PythonTip >> 博文 >> python

Web scraping with Python (Part 2)

zihua 2014-01-20 23:01:38 点击: 932 | 收藏

Send this article

Complete the form below to send this article, Web scraping with Python (Part 2), to a friend (or to yourself). We will never share your details (or your friend's) with anyone. For more information, read our Privacy Policy.

by Javier Collado | August 2009 | Content Management Open Source

This article by Javier Collado expands the set of web scraping techniques shown in his previous article by looking closely into a more complex problem that cannot be solved with the tools that were explained there. For those who missed out on that article, here's the link. Web Scraping with Python

This article will show how to extract the desired information using the same three steps when the web page is not written directly using HTML, but is auto-generated using JavaScript to update the DOM tree.

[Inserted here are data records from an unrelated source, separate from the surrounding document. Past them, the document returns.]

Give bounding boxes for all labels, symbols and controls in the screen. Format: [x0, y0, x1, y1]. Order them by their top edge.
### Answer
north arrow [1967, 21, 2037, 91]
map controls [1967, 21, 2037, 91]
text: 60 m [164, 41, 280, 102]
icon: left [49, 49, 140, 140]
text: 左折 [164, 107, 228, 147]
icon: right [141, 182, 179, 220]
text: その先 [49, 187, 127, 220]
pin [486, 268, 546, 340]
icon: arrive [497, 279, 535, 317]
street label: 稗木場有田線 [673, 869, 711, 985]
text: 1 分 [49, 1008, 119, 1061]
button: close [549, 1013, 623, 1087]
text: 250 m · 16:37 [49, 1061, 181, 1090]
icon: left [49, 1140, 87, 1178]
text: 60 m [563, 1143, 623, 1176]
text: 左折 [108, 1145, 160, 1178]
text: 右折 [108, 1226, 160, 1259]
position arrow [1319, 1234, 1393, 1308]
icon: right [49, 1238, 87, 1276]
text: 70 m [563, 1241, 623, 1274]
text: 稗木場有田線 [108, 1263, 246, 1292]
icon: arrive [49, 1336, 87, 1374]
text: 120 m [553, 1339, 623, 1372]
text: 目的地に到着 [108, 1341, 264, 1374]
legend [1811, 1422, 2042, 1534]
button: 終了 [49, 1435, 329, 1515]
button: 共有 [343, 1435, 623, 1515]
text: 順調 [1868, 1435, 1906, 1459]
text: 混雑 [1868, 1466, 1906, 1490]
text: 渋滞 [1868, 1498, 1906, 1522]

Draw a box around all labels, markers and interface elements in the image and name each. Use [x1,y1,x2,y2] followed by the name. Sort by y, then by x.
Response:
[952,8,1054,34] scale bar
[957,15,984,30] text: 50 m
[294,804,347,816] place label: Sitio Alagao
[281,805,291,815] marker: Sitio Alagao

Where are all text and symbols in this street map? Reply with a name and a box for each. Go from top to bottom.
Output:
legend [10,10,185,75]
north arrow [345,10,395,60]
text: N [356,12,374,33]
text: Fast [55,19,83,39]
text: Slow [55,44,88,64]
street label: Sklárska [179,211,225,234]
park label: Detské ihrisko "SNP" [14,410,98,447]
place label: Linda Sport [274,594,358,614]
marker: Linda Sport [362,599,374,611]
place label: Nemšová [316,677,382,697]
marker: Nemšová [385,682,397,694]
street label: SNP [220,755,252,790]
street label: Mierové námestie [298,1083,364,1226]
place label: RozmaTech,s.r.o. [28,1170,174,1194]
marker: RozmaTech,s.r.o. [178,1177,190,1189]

As you may remember from that article, web scraping is the ability to extract information automatically from a set of web pages that were designed only to display information nicely to humans; but that might not be suitable when a machine needs to retrieve that information. The three basic steps that were recommended to be followed when performing a scraping task were the following:

  • Explore the website to find out where the desired information is located in the HTML DOM tree
  • Download as many web pages as needed
  • Parse downloaded web pages and extract the information from the places found in the exploration step

What should be taken into account when the content is not directly coded in the HTML DOM tree? The main difference, as you probably have already noted, is that using the downloading methods that were suggested in the previous article (urllib2 or mechanize) just don't work. This is because they generate an HTTP request to get the web page and deliver the received HTML directly to the scraping script. However, the pieces of information that are auto-generated by the JavaScript code are not yet in the HTML file because the code is not executed in any virtual machine as it happens when the page is displayed in a web browser.

Hence, instead of relying on a library that generates HTTP requests, we need a library that behaves as a real web browser, or even better, a library that interacts with a real web browser. So that we are sure that we obtain the same data as we see when manually opening a page in a web browser. Please remember that the aim of web scraping is actually parsing the data that a human user sees, so interacting with a real web browser would be a really nice feature.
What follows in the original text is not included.